• [RECORDS SHOWN]
◆ ◆ ◆ ◆ ◆
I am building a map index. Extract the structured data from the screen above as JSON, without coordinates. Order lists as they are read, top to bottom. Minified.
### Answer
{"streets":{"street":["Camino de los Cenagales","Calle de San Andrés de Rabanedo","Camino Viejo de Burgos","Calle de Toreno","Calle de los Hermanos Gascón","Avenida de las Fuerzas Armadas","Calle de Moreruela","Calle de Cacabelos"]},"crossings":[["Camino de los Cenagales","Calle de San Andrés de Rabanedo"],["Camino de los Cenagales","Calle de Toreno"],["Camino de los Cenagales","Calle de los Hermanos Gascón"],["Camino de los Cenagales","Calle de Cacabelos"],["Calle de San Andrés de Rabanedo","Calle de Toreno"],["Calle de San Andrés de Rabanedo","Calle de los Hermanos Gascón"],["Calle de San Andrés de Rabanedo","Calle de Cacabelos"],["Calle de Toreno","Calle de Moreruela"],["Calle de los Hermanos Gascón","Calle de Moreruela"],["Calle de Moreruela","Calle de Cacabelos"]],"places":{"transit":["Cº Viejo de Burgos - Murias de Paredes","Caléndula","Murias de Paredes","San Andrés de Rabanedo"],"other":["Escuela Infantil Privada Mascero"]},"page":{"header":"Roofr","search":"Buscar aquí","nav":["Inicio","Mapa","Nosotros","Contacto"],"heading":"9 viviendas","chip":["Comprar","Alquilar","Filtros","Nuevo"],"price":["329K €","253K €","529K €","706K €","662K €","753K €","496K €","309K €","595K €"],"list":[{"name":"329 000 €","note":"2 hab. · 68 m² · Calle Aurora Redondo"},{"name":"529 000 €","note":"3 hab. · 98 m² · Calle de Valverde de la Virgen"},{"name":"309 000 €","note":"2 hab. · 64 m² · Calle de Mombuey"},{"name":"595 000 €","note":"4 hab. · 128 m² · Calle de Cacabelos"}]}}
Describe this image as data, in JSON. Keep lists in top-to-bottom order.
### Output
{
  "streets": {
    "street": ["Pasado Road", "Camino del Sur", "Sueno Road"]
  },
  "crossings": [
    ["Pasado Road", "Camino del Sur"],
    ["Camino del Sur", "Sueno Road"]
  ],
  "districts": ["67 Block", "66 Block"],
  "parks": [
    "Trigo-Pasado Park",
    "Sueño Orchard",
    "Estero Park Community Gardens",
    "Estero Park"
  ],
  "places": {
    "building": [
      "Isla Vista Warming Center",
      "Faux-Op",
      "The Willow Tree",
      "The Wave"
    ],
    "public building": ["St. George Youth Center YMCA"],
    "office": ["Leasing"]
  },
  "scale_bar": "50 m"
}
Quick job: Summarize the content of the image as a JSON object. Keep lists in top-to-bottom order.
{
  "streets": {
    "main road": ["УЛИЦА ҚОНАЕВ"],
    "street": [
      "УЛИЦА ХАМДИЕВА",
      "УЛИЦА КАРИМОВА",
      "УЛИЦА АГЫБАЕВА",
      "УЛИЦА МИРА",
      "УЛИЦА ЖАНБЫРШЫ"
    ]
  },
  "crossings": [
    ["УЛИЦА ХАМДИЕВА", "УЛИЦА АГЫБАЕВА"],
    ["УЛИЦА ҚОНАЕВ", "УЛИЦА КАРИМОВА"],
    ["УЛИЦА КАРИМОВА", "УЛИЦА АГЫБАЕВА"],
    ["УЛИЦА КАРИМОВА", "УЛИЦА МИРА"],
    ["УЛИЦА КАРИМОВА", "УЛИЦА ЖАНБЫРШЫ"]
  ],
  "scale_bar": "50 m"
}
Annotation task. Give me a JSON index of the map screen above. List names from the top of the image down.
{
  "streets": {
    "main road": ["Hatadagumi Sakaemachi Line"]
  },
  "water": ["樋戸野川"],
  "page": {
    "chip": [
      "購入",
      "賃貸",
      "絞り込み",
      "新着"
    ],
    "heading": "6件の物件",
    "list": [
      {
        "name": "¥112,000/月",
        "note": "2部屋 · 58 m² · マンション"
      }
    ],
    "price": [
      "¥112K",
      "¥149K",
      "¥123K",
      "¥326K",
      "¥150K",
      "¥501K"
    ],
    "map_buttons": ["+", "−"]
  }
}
◆ ◆ ◆ ◆ ◆
Find each line in the listing above that contains "main", and copy that line.

• [TASK RESPONSE]
    "main road": ["УЛИЦА ҚОНАЕВ"],
    "main road": ["Hatadagumi Sakaemachi Line"]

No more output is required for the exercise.